# Raf swannington august 2012



## urban phantom (Aug 27, 2012)

Hi all this is raf swanninton i hard one to find and very spead out but worth it as always some history for you 

The now disused Swannington airfield is situated 1 mile north of the village. It was built in 1943 and became operational on 1st April 1944 as part of the newly formed 100 Group.
It was home to 85 squadron, which arrived on 1st May 1944 and became operational on 29th August 1944; and to 157 squadron which arrived on 7th May 1944 and became operational on 28th August 1944. Both squadrons were equipped with Mosquito aircraft.

Their role was largely one of supporting Bomber Missions over enemy occupied territory. However, both squadrons were temporarily detached to West Malling in Kent in July and August 1944, to combat the growing menace of V1 'Doodlebugs'. They returned to Swannington to resume their 100 Group duties.

For a brief period during the winter of 1944-45, three squadrons of Spitfires were flown into Swannington for training and anti-V2 rocket launcher patrols in the Netherlands.

With the end of hostilities the Mosquitos moved on. On 27th June 1945, 85 squadron was transferred to Castle Camps, and on 16th August 1945 157 squadron was disbanded.

In October 1945 a Maintenance Unit from 41 Group occupied and used the base to store Mosquitos, but this unit was disbanded in November 1947.

Plans to modernize the base and bring in jet fighter squadrons were abandoned, and the airfield was sold off and returned to agricultural use.

Much of the runway concrete has been lifted, crunched and used for aggregate, but there is still plenty of evidence of the three runways and perimeter tracks, and several derelict buildings remain.

now for some pictures 




Mossie007 by urban phantom, on Flickr




raf swannington 046 by urban phantom, on Flickr




raf swannington 017 by urban phantom, on Flickr




raf swannington 020 by urban phantom, on Flickr




raf swannington 001 by urban phantom, on Flickr




raf swannington 009 by urban phantom, on Flickr




raf swannington 010 by urban phantom, on Flickr




raf swannington 012 by urban phantom, on Flickr

Dell boys plastic pig




raf swannington 015 by urban phantom, on Flickr




raf swannington 021 by urban phantom, on Flickr




raf swannington 023 by urban phantom, on Flickr




raf swannington 025 by urban phantom, on Flickr




raf swannington 030 by urban phantom, on Flickr




raf swannington 031 by urban phantom, on Flickr




raf swannington 033 by urban phantom, on Flickr




raf swannington 036 by urban phantom, on Flickr




raf swannington 038 by urban phantom, on Flickr




raf swannington 039 by urban phantom, on Flickr

Thanks for looking all comments welcome


----------



## night crawler (Aug 27, 2012)

Great report, I like old airfields


----------



## urban phantom (Aug 27, 2012)

night crawler said:


> Great report, I like old airfields



Thanks mate they are getting harder to find now many are been demo'd


----------



## Faing (Aug 27, 2012)

thats a classic place you foound there,thanks


----------



## urban phantom (Aug 27, 2012)

Faing said:


> thats a classic place you foound there,thanks



Thanks mate it needs another visit


----------



## steve2109 (Aug 28, 2012)

very nice indeed, can't beat a WW2 airfield


----------



## Safe Breaker (Aug 28, 2012)

Great stuff... i like the names above the doors so you know what the room was used for!


----------



## urban phantom (Aug 28, 2012)

steve2109 said:


> very nice indeed, can't beat a WW2 airfield



thanks mate there the the best i think


----------



## urban phantom (Aug 28, 2012)

Safe Breaker said:


> Great stuff... i like the names above the doors so you know what the room was used for!

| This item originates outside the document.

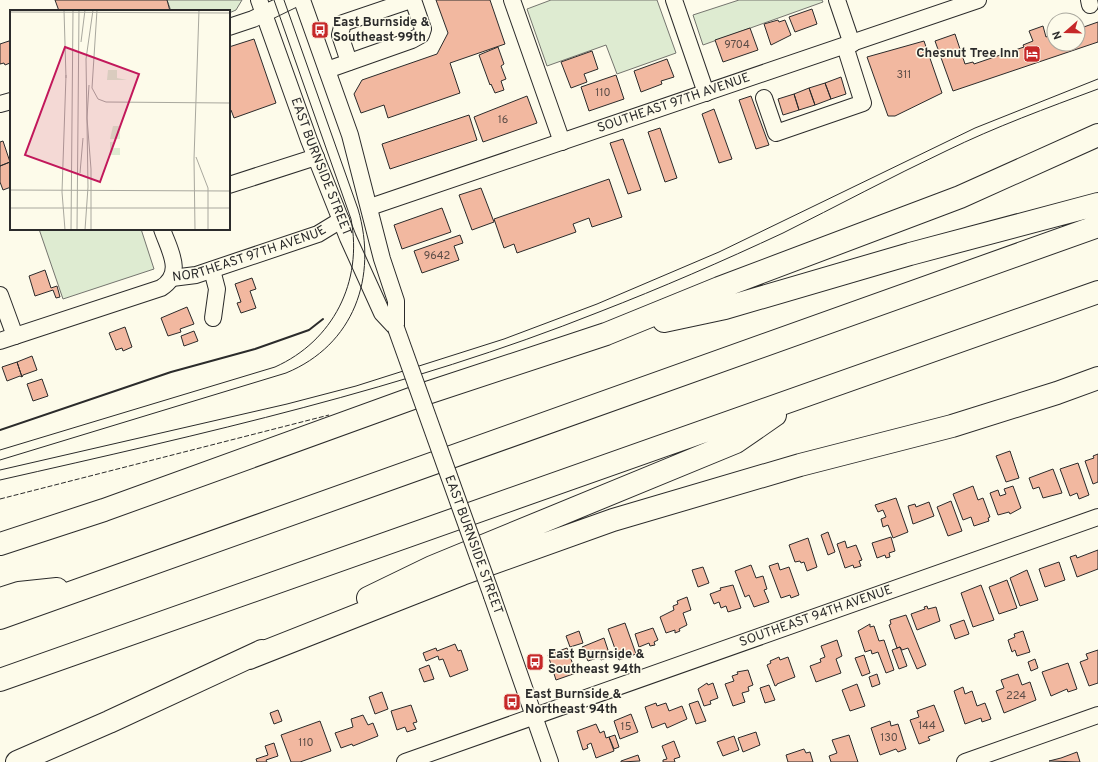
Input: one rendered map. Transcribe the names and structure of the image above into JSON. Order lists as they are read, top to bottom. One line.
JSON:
{"streets":{"street":["SOUTHEAST 97TH AVENUE","EAST BURNSIDE STREET","NORTHEAST 97TH AVENUE","SOUTHEAST 94TH AVENUE"]},"crossings":[["SOUTHEAST 97TH AVENUE","EAST BURNSIDE STREET"],["EAST BURNSIDE STREET","NORTHEAST 97TH AVENUE"],["EAST BURNSIDE STREET","SOUTHEAST 94TH AVENUE"]],"places":{"bus stop":["East Burnside & Southeast 99th","East Burnside & Southeast 94th","East Burnside & Northeast 94th"],"hotel":["Chesnut Tree Inn"]},"house_numbers":["9704","311","110","16","9642","224","144","15","130","110"],"north":"left"}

thanks i was surprised to see them still visible after been open to the elements for so long


----------



## HypoBoy (Aug 28, 2012)

Thanks for posting them mate. Swannington (known to most of the locals as Haveringland) is the place which probably started my whole fascination with derelict stuff. Just after WW2, my dad contracted TB. His doctors advised the family that the best thing for him would be to escape the polluted atmosphere of Reading and to get out in the fresh air of the countryside, so the whole family shipped out and moved to Norfolk, setting up home in one of the redundant Nissen huts on the base. 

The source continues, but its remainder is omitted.